So after enough time elapsed (one cannot say alacrity without first saying alack!), I actually went to the home supply store to see what was available. I hemmed, I hawed, I slept on it for weeks on end. Then I decided I wanted a four-hole sink and a faucet that had two valves for the hot and cold. Then I decided I wanted the standard cartridge type faucet after all, so we could make due with two holes.
My wife knew she wanted stainless steel, so at least I didn’t have that to Handymanlet over for two acts of the drama.
At any rate, sometime right after Christmas, we finally got the sink and the fixture. I even considered having it installed until I saw the sign that indicated it would cost $260. $100, I would have spent on it. $260, though, is more then 1/4 of $1000, and that quarter-of barrier is something that has a lot of psychological weight for me. For that amount of money, I could spend many, many hours at my contemporary bill rate (because I’m affordable in the IT world) to account for it. So we loaded the faucet-and-sink pack, along with a $30 book of plumbing pictures, into the SUV and headed home.
Then there were football playoffs on Sunday mornings, my best quiet time with an uninterrupted stretch of hours. The week between conference championships and the Super Bowl, I got sick, so I managed to put it off completely, dreading it the whole time. It’s not to say I did not do some prep work. I opened the book, reviewed the relevant sink installation section, and then went to the hardware store for an 18″ pipe wrench ($20) to remove the strainer kits on the existing sink, which I would just swap out.
I dreaded and procrastinated a bit because, although I understand the different natures of the connections and the physical manipulations involved, I had never done it before. Swapping faucets, I’ve done. I had confidence in that. The sink, though, had a whole different set of drainage connections and a garbage disposer with which to contend. And when I don’t know how to do something handy like that, I tend to screw something up. Or fear that I do, although most of my projects are mostly successful. So I dreaded it as the box with the new sink stood in the garage for almost a month.

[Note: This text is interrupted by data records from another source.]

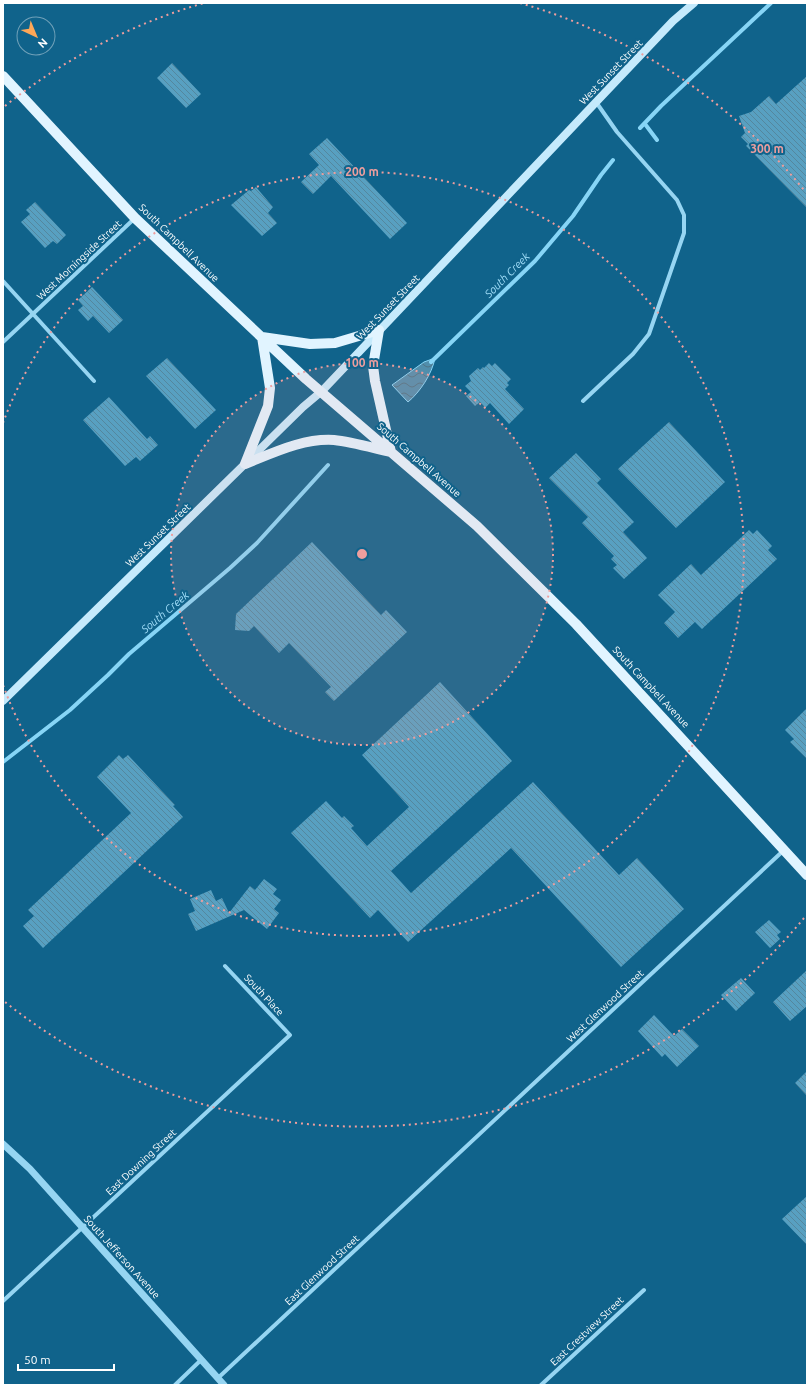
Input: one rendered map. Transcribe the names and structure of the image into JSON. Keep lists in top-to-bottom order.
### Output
{
  "streets": {
    "main road": ["West Sunset Street", "South Campbell Avenue"],
    "street": [
      "West Morningside Street",
      "South Place",
      "West Glenwood Street",
      "East Downing Street",
      "South Jefferson Avenue",
      "East Glenwood Street",
      "East Crestview Street"
    ]
  },
  "crossings": [
    ["West Sunset Street", "South Campbell Avenue"],
    ["South Campbell Avenue", "West Morningside Street"],
    ["South Campbell Avenue", "West Glenwood Street"],
    ["South Place", "East Downing Street"],
    ["West Glenwood Street", "East Glenwood Street"],
    ["East Downing Street", "South Jefferson Avenue"],
    ["South Jefferson Avenue", "East Glenwood Street"]
  ],
  "water": ["South Creek"],
  "scale_bar": "50 m",
  "north": "bottom right",
  "rings": ["300 m", "200 m", "100 m"]
}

But Sunday was to be that day. I awakened at 4:30 with a raccoon-delivered crashing of a cat bowl outside and lie awake for a while, eager to begin. I had to prep a couple boys for church before I could, though, and when they were out the door at 7:30, I was ready to go.
I opened the box, laid out the new sink on the dining room table, inverted, atop some towels to not damage either the table or the sink. Then I got under the existing sink and turned off the water to the faucet (and the dishwasher, since the hot water line had two valves, but I was being careful). I turned on the tap to let out the remainder of the water from the lines and thought I should have a little breakfast before I tackled too much.
After a couple of pieces of bread, I was ready to go. The water slowed to a trickle, so I began disconnecting the existing faucet. The cold water faucet was your typical steel-banded connector hose. The hot water, though, was some rubber hose whose type I hadn’t seen before in my lifetime. Even when I undid the locking nut, it remained attached. I tried finding it in my book on plumbing, I tried finding it on eHow, but eventually it took a little experimenting with a screwdriver (fortunately, the orange juice from concentrate was already made!) before I figured out how it attached. I managed to disconnect it and the regulation cold water tap.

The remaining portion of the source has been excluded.